Task to complete
Search the records for the word "Avenue" and copy each line in which it appears.

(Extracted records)
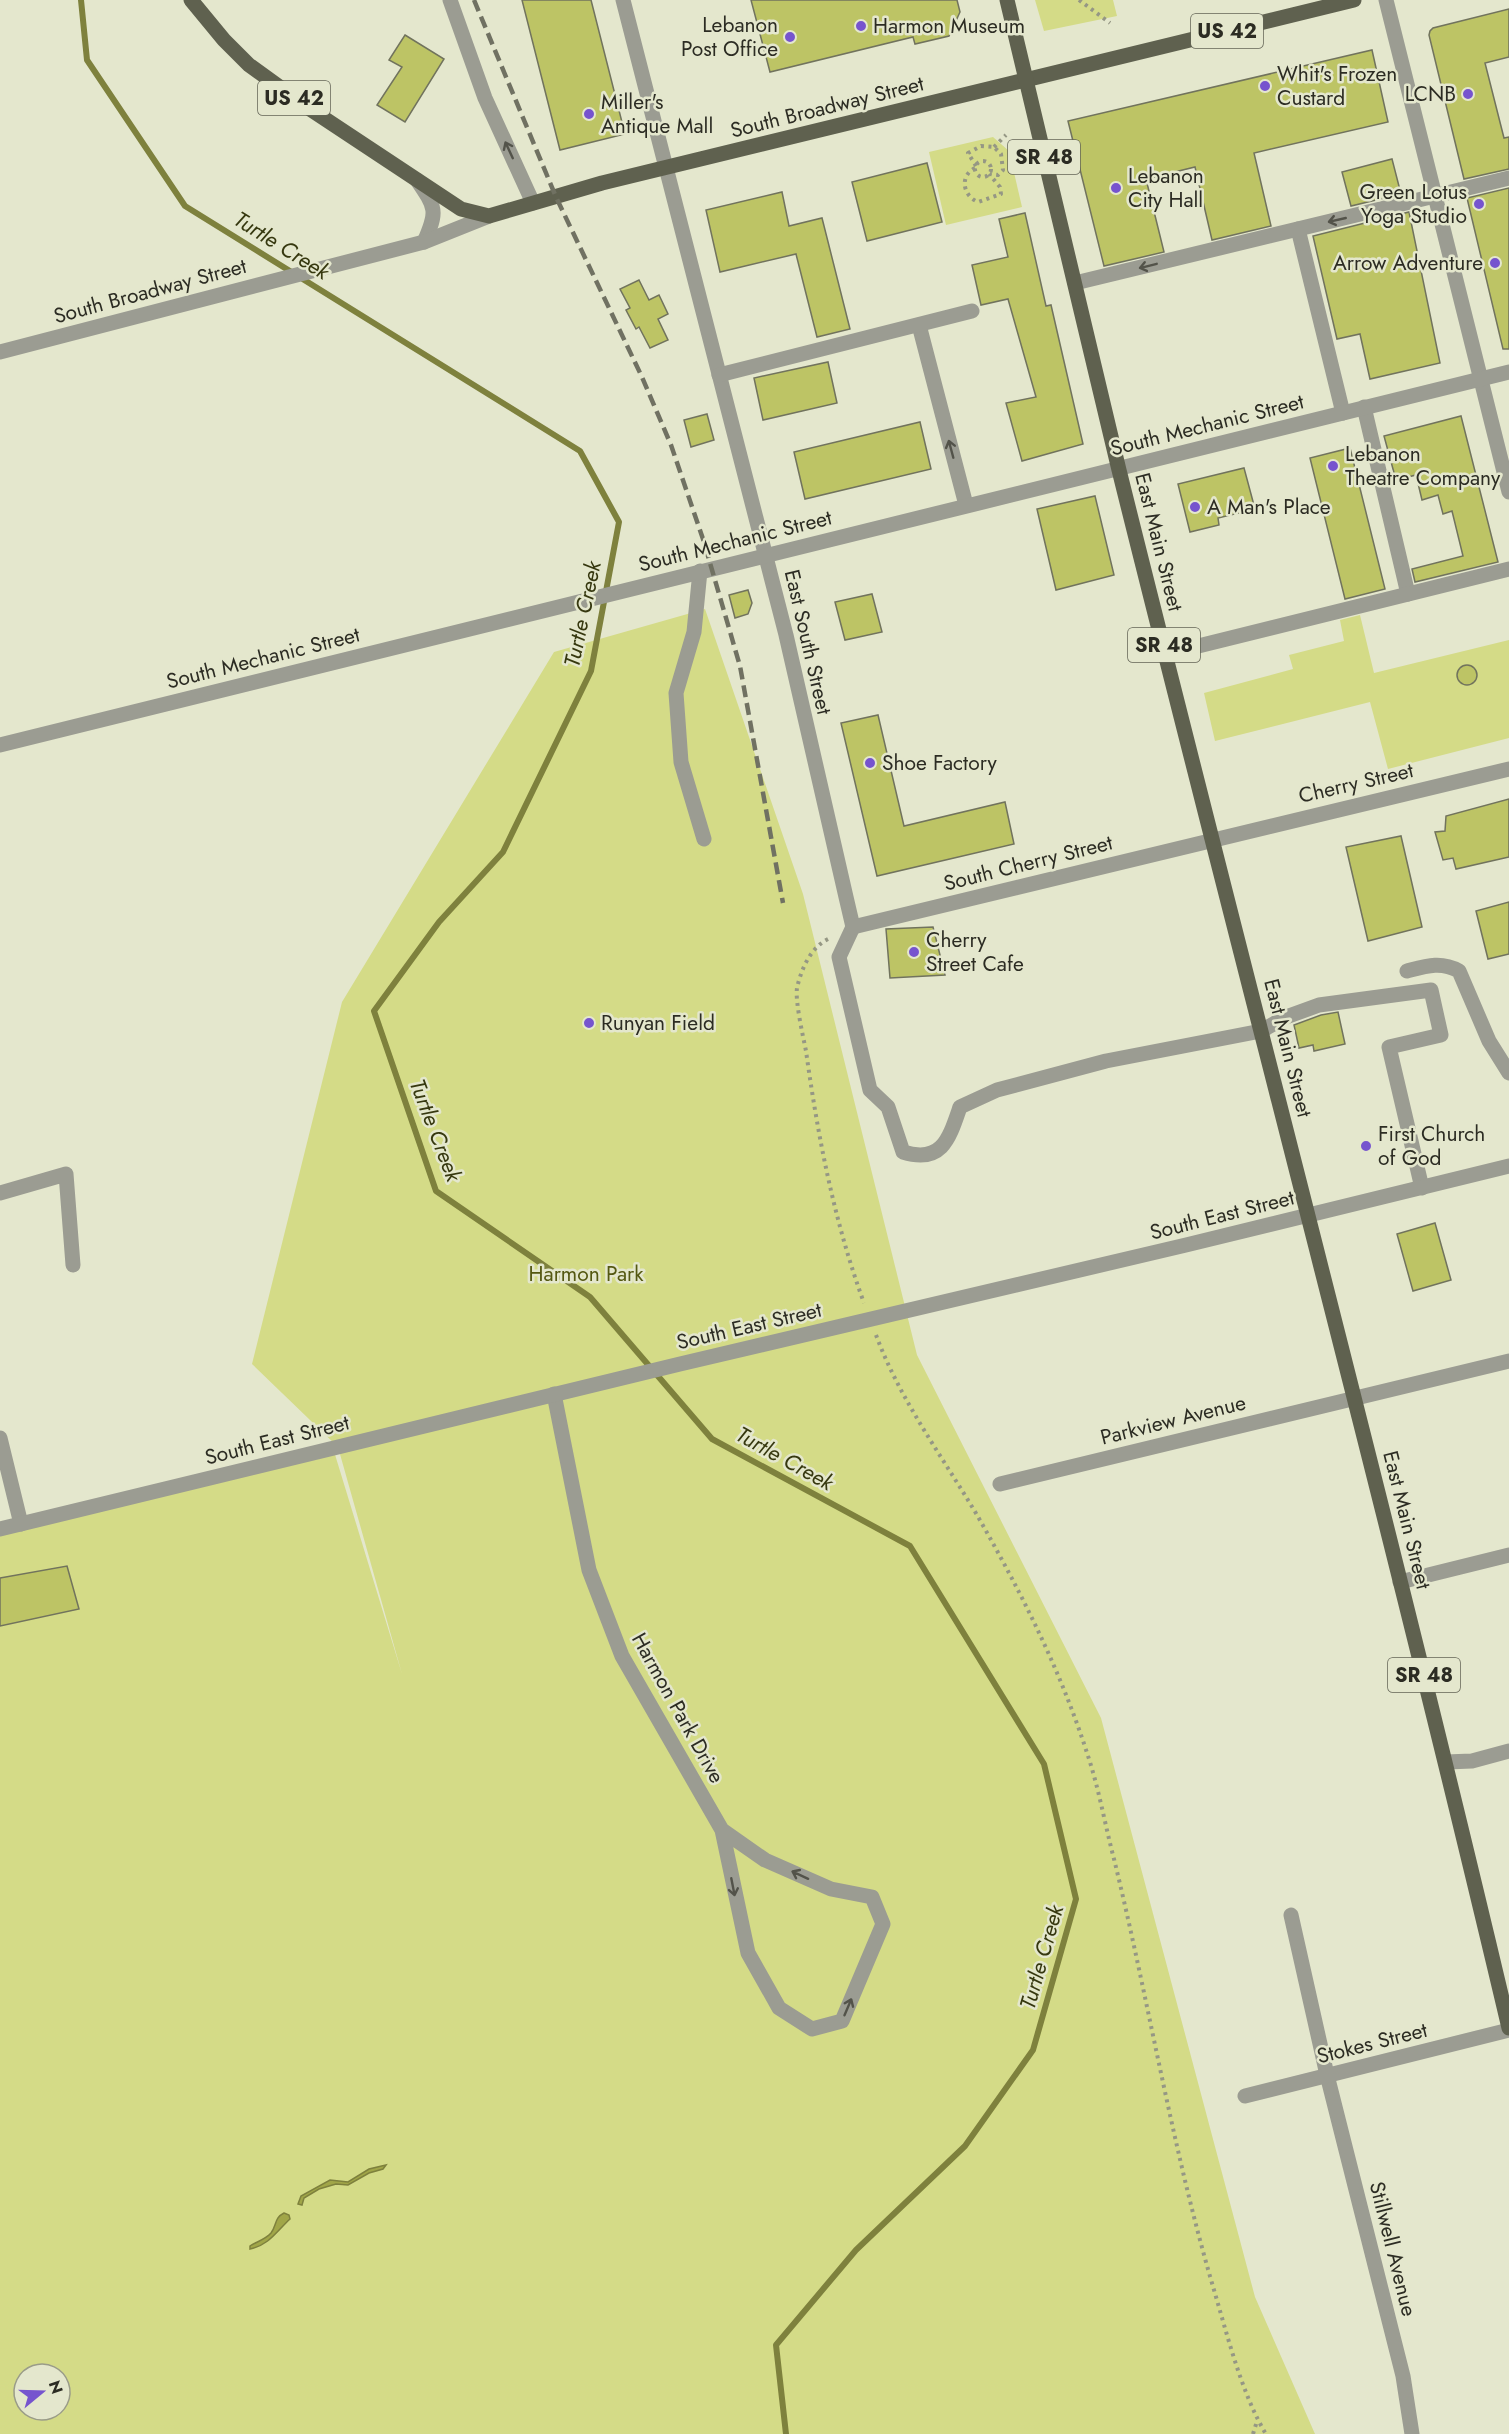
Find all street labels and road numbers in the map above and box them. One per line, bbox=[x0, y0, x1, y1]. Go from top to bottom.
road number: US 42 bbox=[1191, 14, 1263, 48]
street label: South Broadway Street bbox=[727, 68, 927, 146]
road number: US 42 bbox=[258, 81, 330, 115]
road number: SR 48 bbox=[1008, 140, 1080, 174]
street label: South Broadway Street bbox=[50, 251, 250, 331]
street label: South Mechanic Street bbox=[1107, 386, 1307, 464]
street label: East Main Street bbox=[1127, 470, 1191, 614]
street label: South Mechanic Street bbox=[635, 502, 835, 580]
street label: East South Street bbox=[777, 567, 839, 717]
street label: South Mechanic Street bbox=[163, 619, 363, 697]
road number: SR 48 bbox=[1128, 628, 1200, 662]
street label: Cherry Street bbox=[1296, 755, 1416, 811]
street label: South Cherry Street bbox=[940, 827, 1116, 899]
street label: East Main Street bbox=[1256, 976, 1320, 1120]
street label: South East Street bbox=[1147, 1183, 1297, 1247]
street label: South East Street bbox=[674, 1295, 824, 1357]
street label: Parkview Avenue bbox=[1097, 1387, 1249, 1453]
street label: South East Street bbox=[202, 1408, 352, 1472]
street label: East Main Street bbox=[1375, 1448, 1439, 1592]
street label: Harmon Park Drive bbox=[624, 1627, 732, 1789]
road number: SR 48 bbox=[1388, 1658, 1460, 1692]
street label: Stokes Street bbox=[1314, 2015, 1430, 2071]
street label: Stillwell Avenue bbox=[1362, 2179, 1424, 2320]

Task response
street label: Parkview Avenue bbox=[1097, 1387, 1249, 1453]
street label: Stillwell Avenue bbox=[1362, 2179, 1424, 2320]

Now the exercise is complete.